Many of our fellow Illinois medical malpractice attorneys have confronted a new challenge when trying to actually obtaining funds following a settlement for those families that they represent. As we have often explained, actually securing a settlement or a successful verdict is often only 50% of the battle. In some cases it may only represent 25% of the battle. That is because there are many complex issues that affect the collection process following a settlement or verdict.

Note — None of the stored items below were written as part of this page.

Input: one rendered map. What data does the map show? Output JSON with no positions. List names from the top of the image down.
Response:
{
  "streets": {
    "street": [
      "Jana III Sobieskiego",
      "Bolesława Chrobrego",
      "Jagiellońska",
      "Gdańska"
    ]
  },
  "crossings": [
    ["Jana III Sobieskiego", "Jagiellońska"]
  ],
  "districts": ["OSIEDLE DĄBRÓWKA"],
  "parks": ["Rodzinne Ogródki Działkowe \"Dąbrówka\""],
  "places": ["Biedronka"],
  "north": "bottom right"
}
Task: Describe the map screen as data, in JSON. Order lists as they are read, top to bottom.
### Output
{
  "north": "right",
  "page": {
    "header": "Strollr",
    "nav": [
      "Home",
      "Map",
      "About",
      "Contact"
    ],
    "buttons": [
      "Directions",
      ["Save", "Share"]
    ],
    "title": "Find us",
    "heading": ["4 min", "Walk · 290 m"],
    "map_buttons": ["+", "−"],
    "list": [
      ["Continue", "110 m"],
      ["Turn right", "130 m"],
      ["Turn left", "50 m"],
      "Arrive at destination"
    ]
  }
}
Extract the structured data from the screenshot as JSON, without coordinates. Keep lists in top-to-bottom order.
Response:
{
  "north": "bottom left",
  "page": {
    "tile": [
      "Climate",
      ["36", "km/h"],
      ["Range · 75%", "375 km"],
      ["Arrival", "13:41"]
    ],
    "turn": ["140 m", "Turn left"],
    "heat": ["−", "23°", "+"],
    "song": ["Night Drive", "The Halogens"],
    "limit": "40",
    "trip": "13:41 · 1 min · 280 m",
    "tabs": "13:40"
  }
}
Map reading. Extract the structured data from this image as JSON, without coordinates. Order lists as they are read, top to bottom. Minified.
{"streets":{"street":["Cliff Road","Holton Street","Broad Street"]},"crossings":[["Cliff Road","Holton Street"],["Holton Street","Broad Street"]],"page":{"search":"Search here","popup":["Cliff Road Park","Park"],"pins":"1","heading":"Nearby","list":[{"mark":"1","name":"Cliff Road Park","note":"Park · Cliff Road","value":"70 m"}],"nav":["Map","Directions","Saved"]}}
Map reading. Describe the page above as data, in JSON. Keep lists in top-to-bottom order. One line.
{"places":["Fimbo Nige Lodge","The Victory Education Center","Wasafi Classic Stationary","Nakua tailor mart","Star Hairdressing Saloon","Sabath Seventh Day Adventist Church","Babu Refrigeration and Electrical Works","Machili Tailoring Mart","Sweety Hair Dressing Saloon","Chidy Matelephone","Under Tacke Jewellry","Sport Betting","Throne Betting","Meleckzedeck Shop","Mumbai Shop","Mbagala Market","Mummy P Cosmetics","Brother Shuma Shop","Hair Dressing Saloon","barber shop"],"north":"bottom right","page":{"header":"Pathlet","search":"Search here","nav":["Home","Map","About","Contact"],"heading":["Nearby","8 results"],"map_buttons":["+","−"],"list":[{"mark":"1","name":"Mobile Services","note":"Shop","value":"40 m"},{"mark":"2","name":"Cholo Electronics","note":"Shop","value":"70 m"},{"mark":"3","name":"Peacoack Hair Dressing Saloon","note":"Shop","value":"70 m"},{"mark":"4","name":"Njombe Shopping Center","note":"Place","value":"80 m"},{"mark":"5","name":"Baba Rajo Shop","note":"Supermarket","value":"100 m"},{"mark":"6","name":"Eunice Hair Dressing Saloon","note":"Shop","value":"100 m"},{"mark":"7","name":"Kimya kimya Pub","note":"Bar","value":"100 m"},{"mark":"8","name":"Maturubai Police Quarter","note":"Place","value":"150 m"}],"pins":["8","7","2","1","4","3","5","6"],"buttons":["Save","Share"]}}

Often the defendant themselves seek to stall, hide assets, or shift blame in order to make collection difficult. This is often the case when complex corporate structures are involved, each of which tries to shield itself from liability. However, often the collection problem can be made much worse by third parties-like hospitals and insurance companies.
Every Illinois personal injury attorney likely understands the role the medical bills play in client’s recovery. For example, if someone is injured in a car accident caused by another, they may reach a settlement with the other party (usually their insurance company) to pay for the damage (personal and property) caused by the accident. In a typical case, a hospital will submit bills to the injured party’s health insurance company, allowing insurance companies to pay those bills. However, hospitals offer steep discounts to those insurance companies. When the hospital suspects that a patient may receive a tort settlement, they often refuse to submit the bills which include the steep discount. Instead, they try to place a lien on the settlement itself. You can bet that the lien amount is much higher than what would be submitted in a bill.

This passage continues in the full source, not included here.